## Exercise
Only lines that contain the word "small" belong in the answer; copy them from the records below.

● ● ● ● ●

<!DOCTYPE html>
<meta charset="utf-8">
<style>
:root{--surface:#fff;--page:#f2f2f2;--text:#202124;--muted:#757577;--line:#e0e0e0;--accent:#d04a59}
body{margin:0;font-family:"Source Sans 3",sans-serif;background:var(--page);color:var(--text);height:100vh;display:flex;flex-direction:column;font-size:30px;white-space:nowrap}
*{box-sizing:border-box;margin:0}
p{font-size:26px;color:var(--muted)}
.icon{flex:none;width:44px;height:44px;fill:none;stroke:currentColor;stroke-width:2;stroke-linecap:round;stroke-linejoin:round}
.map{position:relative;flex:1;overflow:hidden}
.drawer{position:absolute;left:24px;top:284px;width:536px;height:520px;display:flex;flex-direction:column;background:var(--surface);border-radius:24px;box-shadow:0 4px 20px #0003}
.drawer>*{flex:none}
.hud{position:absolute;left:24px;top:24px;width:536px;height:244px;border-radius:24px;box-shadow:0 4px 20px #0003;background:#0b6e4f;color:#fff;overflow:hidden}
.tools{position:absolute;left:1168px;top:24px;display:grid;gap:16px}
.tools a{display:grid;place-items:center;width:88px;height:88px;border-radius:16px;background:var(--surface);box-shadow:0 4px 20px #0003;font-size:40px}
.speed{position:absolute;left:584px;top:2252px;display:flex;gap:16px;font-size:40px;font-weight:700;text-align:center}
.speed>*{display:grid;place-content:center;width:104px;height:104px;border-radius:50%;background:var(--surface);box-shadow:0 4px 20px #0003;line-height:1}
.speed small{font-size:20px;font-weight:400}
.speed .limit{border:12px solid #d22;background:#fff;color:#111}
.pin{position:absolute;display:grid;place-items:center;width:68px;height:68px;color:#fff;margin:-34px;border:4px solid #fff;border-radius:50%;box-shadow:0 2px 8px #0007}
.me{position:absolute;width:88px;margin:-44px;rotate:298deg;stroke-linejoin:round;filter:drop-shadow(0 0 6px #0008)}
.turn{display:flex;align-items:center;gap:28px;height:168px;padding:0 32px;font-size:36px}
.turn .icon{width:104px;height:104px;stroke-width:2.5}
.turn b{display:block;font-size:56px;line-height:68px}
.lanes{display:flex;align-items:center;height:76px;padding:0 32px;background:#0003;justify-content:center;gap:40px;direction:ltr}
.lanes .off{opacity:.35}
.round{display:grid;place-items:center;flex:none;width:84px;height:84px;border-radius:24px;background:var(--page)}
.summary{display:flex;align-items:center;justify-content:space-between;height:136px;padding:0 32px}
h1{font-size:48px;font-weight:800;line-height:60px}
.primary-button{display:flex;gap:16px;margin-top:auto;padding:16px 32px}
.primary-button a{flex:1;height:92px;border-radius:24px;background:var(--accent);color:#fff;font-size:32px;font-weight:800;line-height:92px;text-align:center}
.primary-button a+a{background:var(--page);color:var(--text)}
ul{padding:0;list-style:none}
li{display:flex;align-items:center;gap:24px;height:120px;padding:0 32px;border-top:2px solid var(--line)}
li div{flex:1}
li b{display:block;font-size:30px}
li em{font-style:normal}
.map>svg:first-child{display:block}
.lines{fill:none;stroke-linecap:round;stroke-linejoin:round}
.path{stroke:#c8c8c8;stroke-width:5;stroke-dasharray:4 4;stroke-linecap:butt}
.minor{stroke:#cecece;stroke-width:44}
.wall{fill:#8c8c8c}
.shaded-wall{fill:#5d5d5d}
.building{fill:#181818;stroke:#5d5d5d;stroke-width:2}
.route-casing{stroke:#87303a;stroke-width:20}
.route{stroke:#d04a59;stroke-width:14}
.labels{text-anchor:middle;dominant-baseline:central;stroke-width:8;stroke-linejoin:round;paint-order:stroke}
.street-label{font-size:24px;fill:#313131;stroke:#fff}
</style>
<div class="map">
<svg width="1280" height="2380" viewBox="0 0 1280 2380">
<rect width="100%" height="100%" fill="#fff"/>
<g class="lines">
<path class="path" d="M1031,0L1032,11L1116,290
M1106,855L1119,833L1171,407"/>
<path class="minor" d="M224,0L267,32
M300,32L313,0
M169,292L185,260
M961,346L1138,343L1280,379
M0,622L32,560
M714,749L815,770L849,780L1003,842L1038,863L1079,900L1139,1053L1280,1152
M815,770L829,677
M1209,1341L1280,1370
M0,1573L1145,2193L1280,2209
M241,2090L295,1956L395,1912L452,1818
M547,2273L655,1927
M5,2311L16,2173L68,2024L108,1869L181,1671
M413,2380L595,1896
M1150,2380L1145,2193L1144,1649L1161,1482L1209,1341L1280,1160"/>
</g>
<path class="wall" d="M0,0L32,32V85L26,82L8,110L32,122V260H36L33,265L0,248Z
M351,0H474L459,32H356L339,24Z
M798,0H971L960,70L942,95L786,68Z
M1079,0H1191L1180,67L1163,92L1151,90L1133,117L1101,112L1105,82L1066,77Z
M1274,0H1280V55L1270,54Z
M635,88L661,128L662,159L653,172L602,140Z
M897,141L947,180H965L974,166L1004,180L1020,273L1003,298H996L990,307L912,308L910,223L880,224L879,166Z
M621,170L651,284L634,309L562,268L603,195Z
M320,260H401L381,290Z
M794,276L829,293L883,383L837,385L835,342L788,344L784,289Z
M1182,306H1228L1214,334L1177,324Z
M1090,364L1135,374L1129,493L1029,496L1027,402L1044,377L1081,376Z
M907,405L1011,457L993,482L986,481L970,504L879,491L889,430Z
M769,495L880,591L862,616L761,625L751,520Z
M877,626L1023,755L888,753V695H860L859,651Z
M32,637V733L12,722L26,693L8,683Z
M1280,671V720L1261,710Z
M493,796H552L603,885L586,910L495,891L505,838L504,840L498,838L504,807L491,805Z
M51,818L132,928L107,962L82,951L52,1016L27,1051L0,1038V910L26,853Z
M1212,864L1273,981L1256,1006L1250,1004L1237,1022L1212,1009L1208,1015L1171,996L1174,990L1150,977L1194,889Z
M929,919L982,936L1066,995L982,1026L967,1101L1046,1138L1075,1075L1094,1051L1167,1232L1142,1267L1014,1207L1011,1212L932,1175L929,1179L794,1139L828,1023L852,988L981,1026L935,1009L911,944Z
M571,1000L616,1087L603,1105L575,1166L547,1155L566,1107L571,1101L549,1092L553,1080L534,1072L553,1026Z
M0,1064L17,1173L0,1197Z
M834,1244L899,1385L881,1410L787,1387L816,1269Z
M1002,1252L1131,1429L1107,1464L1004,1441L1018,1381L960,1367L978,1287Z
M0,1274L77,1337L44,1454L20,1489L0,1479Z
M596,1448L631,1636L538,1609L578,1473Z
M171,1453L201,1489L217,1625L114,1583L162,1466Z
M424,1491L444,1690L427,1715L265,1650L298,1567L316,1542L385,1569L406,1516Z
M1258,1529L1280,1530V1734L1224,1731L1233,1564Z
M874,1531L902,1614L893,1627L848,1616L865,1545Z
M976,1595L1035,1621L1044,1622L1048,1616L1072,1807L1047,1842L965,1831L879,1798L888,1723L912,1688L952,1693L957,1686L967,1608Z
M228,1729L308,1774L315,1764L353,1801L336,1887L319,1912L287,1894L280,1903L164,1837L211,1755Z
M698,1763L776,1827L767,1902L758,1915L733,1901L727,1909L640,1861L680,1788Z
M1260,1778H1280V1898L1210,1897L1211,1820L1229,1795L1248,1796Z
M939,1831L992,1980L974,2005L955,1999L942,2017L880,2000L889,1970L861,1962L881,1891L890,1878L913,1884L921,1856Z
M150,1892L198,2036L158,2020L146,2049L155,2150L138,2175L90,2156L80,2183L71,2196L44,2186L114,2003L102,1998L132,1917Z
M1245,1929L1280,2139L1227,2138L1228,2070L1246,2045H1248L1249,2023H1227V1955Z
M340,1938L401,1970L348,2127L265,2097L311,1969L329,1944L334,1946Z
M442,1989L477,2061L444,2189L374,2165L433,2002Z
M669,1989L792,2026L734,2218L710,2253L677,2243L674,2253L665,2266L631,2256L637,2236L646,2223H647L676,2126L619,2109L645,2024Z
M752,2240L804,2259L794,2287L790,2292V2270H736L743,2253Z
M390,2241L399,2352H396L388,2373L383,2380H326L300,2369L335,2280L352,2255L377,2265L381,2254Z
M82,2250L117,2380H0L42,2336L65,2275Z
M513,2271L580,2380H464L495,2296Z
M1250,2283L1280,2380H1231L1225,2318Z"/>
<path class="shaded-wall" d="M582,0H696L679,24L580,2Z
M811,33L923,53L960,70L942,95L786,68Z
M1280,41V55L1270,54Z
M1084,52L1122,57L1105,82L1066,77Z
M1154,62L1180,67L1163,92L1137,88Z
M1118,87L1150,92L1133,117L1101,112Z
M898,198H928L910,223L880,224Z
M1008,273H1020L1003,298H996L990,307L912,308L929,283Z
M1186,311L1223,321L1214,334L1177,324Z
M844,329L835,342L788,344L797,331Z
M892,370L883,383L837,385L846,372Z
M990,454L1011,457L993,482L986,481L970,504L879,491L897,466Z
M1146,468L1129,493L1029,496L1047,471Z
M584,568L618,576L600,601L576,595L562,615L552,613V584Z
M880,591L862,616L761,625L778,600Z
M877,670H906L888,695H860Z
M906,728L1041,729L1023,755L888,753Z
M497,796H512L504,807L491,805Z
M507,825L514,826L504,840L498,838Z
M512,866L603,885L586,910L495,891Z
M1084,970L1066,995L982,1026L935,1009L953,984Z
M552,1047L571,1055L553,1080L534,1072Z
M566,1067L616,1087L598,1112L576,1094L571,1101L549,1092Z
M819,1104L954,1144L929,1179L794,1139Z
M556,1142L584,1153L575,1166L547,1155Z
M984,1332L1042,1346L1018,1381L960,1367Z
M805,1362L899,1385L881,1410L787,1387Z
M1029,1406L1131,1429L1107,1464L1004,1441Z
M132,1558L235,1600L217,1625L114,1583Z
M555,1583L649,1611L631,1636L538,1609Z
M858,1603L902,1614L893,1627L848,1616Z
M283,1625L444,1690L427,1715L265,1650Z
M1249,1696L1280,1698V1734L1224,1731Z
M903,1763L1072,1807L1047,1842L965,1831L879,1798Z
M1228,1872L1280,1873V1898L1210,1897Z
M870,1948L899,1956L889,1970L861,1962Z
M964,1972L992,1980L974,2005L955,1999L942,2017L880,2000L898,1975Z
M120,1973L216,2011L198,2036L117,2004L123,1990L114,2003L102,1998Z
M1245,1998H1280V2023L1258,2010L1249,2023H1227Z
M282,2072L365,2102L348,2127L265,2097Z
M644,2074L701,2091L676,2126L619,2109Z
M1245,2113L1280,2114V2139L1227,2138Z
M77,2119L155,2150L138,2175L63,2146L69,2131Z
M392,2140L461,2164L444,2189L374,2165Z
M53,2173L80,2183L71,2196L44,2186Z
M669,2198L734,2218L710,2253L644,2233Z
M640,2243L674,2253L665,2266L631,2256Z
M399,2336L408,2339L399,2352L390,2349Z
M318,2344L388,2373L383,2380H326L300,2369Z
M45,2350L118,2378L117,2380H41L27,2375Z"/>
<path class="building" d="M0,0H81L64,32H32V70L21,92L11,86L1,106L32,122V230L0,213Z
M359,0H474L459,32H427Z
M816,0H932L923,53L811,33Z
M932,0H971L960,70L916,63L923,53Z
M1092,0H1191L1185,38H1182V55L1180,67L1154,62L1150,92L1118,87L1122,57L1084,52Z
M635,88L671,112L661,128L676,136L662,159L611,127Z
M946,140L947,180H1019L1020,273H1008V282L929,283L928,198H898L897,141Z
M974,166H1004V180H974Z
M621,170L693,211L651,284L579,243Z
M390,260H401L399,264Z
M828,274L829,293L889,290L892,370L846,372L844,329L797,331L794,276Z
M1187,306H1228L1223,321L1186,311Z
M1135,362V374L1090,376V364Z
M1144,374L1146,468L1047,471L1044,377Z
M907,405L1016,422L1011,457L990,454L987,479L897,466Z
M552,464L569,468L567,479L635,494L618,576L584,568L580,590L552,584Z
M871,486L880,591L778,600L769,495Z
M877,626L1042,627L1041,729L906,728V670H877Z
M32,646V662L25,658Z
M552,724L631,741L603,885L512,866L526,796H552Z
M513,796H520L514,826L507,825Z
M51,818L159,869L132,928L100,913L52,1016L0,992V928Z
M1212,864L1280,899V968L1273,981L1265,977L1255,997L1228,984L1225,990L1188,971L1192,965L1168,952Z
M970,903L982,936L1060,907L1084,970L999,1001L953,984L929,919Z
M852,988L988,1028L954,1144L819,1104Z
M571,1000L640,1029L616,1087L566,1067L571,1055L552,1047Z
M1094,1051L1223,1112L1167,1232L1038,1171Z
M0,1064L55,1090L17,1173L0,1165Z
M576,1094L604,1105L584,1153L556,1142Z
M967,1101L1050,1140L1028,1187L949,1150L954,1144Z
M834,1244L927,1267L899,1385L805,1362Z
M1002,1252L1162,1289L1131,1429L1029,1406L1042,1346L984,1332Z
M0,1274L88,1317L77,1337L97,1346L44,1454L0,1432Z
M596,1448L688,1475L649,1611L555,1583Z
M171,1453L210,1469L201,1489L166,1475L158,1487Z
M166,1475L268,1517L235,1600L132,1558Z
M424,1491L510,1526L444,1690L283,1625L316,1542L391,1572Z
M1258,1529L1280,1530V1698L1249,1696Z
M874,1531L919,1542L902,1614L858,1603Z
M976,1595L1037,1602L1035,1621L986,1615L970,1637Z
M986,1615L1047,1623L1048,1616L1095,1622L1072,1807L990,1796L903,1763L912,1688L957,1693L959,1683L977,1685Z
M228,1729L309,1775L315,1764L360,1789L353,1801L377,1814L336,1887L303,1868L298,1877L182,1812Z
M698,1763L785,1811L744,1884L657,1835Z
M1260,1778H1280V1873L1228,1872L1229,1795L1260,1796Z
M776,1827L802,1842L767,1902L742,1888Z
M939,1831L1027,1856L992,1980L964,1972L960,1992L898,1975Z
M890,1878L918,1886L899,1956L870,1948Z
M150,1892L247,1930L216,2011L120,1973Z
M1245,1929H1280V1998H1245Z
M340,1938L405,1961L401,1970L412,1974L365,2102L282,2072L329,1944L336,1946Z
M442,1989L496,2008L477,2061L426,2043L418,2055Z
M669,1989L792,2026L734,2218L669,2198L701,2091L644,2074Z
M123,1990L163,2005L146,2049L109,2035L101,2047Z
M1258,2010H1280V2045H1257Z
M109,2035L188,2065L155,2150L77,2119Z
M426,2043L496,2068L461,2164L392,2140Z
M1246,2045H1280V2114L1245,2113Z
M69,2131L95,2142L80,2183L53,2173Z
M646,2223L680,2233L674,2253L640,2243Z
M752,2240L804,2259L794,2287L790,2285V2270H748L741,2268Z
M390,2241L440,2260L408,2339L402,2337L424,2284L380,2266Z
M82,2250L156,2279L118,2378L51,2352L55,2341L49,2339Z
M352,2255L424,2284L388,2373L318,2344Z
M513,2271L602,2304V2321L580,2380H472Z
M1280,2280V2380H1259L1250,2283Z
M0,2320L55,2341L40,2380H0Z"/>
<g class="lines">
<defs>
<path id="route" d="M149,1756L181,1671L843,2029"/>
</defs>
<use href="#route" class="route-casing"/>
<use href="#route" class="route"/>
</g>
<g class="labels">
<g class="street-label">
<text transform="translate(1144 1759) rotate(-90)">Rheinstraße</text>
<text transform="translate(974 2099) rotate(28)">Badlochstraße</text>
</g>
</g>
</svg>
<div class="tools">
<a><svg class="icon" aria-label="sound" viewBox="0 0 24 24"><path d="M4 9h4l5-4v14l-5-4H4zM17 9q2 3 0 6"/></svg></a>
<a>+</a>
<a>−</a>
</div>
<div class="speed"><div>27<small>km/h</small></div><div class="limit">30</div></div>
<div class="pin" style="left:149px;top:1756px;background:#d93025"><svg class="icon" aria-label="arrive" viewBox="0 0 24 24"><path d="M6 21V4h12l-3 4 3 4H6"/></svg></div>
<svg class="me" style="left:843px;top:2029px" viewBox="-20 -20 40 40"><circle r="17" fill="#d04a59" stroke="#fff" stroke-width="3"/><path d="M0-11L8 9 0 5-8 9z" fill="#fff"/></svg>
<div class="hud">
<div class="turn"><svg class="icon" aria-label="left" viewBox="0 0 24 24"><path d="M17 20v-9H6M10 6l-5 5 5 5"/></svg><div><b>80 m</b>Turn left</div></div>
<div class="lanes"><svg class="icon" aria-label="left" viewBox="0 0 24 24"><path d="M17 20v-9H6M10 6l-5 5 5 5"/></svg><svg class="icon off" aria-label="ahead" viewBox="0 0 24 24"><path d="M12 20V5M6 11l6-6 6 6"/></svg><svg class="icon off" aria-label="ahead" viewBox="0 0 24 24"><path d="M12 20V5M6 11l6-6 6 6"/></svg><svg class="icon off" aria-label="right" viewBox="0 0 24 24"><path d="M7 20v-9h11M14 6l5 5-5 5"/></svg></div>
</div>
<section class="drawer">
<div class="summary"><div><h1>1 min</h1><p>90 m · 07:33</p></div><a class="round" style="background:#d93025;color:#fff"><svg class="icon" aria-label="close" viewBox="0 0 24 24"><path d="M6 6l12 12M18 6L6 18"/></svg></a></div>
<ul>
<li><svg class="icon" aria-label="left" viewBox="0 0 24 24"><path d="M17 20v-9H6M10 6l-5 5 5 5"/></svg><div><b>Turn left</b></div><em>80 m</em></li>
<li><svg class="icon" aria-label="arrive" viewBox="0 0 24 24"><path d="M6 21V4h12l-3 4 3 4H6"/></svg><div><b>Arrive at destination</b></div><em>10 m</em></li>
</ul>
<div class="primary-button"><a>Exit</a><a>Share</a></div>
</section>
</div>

● ● ● ● ●

## Output below
.speed small{font-size:20px;font-weight:400}
<div class="speed"><div>27<small>km/h</small></div><div class="limit">30</div></div>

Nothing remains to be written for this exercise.